Input data.
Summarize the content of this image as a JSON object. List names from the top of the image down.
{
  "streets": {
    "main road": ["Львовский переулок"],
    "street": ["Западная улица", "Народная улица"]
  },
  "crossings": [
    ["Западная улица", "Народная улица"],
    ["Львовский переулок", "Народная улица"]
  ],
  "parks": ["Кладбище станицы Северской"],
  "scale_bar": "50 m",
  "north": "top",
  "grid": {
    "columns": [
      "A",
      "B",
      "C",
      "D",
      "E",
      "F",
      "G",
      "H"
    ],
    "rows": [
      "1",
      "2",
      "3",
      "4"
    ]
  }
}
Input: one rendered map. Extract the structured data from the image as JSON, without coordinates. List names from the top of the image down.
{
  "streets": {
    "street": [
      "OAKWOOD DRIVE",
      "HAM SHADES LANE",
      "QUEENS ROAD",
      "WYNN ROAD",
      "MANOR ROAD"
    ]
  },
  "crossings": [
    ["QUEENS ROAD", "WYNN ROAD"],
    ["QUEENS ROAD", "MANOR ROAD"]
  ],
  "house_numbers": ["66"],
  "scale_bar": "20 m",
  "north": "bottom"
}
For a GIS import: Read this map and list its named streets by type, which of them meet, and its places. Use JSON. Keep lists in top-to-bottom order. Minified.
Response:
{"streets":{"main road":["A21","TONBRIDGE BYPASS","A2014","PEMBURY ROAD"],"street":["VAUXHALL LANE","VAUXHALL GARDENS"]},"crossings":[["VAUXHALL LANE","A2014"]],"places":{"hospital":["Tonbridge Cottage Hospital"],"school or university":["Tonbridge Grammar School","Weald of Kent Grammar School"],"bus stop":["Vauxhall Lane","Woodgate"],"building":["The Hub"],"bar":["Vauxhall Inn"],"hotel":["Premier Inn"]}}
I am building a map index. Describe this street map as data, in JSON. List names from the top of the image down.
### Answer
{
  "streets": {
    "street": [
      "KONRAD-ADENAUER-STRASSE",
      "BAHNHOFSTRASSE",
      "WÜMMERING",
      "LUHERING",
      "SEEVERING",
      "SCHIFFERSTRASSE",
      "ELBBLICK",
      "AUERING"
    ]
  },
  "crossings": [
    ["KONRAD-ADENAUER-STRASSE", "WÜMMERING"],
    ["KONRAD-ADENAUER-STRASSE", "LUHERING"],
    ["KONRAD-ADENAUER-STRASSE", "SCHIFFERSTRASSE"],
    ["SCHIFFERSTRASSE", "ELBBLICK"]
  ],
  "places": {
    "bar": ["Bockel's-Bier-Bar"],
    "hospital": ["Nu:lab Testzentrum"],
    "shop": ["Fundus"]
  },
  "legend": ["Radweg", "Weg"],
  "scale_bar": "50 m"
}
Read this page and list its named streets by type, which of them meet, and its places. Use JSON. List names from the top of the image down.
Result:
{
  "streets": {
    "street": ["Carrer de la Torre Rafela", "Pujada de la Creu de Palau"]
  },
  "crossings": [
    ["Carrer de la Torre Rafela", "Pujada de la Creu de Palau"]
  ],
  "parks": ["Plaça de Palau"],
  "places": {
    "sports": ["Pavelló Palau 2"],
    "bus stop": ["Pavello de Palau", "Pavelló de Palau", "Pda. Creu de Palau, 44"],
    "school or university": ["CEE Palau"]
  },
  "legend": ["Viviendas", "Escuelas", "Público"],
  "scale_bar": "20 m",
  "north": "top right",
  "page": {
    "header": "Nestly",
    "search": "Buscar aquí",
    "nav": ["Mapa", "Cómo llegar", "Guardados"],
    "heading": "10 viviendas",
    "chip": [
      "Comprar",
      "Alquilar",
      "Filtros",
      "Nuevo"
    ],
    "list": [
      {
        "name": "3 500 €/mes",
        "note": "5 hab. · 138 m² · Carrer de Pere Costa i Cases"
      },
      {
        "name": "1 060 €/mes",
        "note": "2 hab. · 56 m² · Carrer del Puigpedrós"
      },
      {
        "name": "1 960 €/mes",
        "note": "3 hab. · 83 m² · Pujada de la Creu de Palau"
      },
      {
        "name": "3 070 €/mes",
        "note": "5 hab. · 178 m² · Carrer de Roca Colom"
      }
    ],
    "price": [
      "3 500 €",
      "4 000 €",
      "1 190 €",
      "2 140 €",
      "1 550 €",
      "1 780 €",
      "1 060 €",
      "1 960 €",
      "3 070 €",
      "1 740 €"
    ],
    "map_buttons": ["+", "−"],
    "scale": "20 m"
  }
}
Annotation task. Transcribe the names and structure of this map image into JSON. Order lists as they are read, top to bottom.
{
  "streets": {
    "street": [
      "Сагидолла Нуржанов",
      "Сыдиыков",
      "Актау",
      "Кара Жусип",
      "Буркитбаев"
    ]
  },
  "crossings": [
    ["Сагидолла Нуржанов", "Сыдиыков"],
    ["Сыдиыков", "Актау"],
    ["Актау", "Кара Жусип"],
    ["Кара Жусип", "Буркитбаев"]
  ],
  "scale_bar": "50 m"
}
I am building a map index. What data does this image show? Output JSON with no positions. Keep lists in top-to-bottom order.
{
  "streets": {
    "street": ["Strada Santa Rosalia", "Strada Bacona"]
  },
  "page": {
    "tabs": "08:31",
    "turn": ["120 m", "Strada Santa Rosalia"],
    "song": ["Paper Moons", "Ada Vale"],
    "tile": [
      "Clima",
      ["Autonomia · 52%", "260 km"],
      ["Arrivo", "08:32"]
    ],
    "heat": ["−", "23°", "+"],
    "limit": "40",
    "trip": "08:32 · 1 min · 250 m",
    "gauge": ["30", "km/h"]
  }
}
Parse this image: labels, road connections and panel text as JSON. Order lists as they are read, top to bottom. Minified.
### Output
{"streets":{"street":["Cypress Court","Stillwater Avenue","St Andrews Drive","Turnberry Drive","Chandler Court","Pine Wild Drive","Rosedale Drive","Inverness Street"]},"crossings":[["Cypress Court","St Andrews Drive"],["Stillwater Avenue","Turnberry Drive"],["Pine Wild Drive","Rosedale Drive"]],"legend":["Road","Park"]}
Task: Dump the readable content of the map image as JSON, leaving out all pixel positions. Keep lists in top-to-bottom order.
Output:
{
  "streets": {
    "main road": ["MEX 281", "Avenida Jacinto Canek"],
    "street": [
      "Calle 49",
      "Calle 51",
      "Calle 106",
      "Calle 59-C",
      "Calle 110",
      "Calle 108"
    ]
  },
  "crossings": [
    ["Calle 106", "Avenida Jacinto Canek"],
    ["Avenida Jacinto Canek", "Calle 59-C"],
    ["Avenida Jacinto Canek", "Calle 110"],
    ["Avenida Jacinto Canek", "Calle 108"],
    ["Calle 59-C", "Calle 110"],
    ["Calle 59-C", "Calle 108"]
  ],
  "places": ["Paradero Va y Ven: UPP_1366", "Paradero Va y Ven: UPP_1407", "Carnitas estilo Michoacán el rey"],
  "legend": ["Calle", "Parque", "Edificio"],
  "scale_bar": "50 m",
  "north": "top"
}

Required work. Using the material above, copy every line in which the string "type" occurs.

Result below.
For a GIS import: Read this map and list its named streets by type, which of them meet, and its places. Use JSON. Keep lists in top-to-bottom order. Minified.
Read this page and list its named streets by type, which of them meet, and its places. Use JSON. List names from the top of the image down.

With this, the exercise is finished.